Chocolate, Butter, Sodas: Avoid These Foods for a Healthier Middle Age

“Perhaps the importance of this study is to stop talking about sugar and fat and start talking about chocolate, confectionary [candy], white bread, butter, high-fat cheese,” Piernas said. “That’s what we need to tell people. If they have a diet which is high in these things and low in fruits and vegetables,” they are more likely to develop heart disease and die early.

Here’s why: “Primarily, these bad diets make them gain weight,” putting them at risk of heart disease.

This study involved people from Britain, so the findings might differ in other parts of the world, Piernas said.

Participants whose diets were higher in chocolate, candy, butter and white bread were more likely to be younger males who smoked. Compared to people whose diets did not include these foods in large quantities, they also tended to be less active, obese and have high blood pressure.

Those who favored a diet high in sweetened drinks and preserves had a higher risk for heart disease and death even though they were more active and less likely to smoke, be obese or have high blood pressure, diabetes or high cholesterol, the study found.

Other foods that have been touted as less healthy — such as breaded fried fish, savory snacks and processed and red meats — also appear in this study but contributed to a lesser degree, Piernas said.

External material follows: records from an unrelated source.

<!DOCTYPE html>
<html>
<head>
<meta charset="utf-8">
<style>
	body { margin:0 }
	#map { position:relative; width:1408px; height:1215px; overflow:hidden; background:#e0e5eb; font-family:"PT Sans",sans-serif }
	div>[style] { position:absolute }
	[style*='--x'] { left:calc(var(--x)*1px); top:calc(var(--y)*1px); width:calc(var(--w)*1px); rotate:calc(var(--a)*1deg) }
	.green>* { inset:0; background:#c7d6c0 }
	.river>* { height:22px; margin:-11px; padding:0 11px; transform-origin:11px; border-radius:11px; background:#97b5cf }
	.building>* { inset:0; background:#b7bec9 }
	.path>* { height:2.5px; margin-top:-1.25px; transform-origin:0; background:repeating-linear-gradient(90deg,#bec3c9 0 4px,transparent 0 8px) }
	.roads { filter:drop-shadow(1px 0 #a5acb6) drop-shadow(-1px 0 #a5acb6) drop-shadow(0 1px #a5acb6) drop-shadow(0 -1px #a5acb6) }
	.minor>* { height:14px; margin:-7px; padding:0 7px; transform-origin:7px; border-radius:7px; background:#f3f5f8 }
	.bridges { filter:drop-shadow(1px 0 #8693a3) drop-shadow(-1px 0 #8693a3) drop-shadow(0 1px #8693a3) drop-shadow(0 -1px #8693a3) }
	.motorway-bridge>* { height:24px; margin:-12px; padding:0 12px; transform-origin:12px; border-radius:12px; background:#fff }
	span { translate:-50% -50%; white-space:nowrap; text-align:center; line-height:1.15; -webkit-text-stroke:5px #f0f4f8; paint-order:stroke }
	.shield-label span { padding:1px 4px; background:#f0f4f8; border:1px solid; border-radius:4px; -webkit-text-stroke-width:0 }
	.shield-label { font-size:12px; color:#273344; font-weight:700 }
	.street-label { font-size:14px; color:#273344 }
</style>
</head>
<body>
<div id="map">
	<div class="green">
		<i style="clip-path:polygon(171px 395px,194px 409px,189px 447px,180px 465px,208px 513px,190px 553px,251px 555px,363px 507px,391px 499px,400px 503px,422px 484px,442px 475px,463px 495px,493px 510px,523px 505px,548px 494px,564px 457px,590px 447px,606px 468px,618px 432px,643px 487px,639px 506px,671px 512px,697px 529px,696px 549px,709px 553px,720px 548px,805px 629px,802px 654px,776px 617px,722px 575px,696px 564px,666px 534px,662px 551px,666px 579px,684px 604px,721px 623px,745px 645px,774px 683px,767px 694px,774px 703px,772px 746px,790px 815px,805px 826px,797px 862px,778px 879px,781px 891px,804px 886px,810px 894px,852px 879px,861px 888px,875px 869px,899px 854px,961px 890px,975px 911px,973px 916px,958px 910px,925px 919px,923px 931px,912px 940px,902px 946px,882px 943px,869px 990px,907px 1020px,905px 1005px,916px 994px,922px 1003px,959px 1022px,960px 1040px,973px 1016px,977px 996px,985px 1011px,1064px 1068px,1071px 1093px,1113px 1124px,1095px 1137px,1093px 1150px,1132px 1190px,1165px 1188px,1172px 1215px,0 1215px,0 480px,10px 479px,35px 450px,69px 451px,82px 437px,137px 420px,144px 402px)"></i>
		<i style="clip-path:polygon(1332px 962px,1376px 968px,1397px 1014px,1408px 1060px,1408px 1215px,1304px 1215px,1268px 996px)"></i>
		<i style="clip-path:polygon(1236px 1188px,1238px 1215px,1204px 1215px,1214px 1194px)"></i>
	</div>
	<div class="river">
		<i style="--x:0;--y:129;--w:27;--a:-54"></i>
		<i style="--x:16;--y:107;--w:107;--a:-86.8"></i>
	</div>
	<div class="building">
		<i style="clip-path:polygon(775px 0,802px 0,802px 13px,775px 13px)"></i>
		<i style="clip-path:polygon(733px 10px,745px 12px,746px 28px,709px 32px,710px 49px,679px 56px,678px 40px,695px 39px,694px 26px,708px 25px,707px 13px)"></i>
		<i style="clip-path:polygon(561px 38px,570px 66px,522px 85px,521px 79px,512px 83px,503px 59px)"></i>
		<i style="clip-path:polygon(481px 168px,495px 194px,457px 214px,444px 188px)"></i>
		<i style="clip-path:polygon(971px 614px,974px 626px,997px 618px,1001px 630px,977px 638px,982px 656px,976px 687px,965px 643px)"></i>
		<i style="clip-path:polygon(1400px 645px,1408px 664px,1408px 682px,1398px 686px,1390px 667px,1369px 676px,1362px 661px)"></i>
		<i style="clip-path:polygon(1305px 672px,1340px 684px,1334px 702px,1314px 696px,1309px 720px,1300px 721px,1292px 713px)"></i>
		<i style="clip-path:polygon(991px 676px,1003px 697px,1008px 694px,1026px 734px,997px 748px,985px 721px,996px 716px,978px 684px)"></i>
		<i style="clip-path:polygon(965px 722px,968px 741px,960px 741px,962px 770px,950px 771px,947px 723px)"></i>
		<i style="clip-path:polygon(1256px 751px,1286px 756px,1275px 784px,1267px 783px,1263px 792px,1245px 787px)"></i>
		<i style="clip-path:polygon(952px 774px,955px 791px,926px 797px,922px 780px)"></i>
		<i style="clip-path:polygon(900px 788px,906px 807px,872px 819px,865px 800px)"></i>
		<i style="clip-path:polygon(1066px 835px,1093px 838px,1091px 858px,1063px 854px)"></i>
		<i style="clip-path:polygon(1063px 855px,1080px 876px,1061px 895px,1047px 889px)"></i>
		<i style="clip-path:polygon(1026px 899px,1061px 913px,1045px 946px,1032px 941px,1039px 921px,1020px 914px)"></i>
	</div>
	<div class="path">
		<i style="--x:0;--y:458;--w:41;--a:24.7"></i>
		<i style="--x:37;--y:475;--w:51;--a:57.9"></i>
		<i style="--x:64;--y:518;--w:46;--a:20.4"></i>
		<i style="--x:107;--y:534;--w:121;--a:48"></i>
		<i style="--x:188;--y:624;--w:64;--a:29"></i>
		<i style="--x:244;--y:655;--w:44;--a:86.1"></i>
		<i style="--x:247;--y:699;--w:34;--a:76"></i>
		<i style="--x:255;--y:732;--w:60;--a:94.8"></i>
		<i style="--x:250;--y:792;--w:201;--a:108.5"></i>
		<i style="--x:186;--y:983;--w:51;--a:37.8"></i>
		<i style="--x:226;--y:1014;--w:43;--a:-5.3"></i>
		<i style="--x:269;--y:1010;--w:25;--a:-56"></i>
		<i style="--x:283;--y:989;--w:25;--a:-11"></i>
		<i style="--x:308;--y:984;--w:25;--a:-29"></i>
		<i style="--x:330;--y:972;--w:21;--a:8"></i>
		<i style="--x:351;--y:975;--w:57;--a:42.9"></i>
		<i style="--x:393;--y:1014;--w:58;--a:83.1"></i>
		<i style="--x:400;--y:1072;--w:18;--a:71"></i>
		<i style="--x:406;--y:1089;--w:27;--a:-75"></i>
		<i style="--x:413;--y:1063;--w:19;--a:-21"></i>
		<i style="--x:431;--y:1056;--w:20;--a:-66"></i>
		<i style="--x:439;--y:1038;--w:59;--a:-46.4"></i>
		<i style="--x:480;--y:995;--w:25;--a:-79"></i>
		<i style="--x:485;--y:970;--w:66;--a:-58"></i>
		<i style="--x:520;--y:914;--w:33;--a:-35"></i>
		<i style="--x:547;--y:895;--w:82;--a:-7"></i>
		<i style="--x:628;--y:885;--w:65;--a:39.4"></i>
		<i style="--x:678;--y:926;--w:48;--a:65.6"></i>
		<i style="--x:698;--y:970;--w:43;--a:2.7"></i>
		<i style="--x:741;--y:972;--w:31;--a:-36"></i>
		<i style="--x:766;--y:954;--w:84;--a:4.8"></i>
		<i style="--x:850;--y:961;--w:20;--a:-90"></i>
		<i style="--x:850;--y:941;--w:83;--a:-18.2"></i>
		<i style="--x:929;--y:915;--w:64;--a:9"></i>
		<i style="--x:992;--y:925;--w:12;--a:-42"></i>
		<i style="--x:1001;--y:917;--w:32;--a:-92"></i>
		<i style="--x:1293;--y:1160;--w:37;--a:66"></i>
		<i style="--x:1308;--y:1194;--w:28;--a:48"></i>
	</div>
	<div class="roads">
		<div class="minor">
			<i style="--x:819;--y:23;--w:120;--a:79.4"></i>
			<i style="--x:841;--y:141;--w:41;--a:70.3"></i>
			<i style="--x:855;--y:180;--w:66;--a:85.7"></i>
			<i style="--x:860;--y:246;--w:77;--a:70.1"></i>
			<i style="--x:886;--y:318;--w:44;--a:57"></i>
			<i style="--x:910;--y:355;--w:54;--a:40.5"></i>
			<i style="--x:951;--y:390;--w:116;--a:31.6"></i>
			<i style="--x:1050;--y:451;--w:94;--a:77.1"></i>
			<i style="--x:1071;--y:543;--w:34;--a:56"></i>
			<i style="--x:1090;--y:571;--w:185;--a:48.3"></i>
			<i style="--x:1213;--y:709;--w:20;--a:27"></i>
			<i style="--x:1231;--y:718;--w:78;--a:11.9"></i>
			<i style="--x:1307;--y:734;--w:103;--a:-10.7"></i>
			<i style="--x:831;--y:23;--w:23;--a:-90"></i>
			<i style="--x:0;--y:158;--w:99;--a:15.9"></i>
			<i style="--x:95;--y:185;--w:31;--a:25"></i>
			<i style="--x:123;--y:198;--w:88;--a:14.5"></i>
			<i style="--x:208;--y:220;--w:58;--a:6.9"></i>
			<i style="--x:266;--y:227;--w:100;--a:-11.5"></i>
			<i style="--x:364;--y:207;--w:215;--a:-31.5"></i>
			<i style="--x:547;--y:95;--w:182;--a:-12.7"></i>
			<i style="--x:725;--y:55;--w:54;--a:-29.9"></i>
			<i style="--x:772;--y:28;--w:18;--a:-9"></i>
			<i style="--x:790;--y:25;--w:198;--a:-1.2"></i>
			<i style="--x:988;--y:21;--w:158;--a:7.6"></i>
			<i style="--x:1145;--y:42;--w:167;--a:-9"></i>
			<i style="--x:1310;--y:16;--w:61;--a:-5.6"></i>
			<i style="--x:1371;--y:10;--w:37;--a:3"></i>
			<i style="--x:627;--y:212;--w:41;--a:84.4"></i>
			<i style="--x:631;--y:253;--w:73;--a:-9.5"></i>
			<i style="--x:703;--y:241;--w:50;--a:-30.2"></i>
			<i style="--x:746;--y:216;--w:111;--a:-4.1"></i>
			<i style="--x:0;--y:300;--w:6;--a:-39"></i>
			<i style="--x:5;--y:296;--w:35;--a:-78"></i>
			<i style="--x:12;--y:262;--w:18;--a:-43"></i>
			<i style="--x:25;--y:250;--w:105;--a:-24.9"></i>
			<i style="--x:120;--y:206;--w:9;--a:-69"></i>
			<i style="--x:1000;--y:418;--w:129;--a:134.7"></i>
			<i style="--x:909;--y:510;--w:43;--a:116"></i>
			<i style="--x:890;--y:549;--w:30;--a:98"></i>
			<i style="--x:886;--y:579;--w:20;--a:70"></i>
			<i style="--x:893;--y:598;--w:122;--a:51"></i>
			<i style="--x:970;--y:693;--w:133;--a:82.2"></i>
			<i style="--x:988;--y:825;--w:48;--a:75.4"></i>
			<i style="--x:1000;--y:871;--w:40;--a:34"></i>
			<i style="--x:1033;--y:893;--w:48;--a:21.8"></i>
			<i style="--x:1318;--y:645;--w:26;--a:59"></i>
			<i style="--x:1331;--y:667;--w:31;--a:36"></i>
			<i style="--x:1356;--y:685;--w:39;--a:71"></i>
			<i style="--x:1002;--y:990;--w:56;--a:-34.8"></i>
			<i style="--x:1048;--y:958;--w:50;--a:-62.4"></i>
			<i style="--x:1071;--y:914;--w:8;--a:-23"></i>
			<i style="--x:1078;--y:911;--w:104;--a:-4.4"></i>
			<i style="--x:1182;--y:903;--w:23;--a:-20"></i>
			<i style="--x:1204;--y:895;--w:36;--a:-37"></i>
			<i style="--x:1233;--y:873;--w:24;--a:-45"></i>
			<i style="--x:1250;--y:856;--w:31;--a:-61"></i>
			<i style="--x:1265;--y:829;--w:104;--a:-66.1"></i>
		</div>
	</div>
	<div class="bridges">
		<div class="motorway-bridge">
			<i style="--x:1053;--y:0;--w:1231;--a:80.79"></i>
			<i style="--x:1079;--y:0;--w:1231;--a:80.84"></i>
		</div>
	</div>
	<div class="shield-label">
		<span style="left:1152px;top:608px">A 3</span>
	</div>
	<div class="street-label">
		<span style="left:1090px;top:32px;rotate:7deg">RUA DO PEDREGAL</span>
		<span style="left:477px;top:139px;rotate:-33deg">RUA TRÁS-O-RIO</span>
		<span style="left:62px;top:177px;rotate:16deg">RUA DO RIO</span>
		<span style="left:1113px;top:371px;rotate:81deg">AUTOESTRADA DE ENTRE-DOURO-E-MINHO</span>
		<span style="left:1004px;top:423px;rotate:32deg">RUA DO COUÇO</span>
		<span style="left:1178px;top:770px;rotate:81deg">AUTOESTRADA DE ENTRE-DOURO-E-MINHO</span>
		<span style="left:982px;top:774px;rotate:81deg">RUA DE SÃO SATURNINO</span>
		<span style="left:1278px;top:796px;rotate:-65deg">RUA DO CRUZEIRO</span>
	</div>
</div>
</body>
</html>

The data comes from 24-hour assessments and may not be representative of participants’ lifetime eating habits, researchers said. Future research could probe the potential reasons for the links.

The findings were published online April 21 in BMC Medicine.

Whitney Linsenmeyer, a spokeswoman for the Academy of Nutrition and Dietetics, reviewed the findings.

“A diet high in refined carbohydrate with the white bread, high in saturated fat, high in added sugar, it does hit all of those red flags that are very well supported by research,” she said.

It can be scary for people to think about specific foods in terms of poor health outcomes or even death, said Linsenmeyer, who is also an assistant professor of nutrition and dietetics at Saint Louis University in Missouri.